# [EXERCISE INSTRUCTIONS]
Filter the records below for the word "GmbH". Copy each line that holds it.

══ ENTRIES SUPPLIED

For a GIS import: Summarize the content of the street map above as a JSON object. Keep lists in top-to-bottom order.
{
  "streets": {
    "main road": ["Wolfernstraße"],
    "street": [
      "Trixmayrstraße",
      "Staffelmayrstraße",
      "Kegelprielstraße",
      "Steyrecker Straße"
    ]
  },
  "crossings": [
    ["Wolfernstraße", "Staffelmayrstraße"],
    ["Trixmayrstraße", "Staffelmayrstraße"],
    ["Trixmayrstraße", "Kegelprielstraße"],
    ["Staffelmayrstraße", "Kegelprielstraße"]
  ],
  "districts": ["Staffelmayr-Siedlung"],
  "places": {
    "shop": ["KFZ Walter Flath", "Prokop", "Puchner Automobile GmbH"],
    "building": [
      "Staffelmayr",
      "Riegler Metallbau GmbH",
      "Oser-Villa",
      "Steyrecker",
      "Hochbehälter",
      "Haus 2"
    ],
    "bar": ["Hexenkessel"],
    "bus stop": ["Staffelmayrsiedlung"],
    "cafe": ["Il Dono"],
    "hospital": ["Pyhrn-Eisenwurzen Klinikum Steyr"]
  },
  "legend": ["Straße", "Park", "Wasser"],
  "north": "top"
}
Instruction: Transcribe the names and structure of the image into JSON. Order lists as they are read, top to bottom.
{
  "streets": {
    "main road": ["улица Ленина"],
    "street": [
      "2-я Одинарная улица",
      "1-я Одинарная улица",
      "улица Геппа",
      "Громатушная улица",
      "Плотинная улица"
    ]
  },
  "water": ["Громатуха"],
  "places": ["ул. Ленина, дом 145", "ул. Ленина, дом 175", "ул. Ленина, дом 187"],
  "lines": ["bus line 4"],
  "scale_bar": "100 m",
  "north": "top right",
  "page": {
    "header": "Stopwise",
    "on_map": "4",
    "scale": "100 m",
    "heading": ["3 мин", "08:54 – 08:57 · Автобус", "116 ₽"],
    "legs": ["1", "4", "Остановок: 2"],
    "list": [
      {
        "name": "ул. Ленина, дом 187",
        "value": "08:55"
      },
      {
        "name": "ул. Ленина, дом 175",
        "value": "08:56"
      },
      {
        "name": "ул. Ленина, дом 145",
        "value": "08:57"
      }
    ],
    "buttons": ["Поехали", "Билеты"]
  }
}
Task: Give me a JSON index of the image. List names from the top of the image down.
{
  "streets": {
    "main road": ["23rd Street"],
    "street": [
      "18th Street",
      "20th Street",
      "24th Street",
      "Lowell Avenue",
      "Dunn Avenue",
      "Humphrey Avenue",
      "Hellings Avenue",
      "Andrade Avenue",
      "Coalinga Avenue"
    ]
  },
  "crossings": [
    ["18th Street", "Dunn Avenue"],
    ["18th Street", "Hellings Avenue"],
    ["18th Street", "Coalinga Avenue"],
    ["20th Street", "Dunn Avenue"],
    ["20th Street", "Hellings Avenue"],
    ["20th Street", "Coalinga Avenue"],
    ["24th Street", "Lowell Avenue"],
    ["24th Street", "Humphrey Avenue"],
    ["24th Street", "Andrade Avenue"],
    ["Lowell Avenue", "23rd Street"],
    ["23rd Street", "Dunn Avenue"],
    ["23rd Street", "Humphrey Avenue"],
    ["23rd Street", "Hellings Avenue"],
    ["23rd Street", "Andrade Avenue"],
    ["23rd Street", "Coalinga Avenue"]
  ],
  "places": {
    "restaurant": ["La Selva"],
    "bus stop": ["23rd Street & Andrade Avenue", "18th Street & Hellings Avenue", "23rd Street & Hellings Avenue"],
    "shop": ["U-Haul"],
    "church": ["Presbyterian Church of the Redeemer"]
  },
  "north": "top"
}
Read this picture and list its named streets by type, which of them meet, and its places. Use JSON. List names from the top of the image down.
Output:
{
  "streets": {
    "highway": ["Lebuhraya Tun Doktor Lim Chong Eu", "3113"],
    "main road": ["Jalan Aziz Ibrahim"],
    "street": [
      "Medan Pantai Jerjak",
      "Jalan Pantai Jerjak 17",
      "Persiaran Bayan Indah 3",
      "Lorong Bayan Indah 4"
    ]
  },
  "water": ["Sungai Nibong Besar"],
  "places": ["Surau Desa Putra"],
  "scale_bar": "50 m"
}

════

# [RESPONSE TO THE EXERCISE]
    "shop": ["KFZ Walter Flath", "Prokop", "Puchner Automobile GmbH"],
      "Riegler Metallbau GmbH",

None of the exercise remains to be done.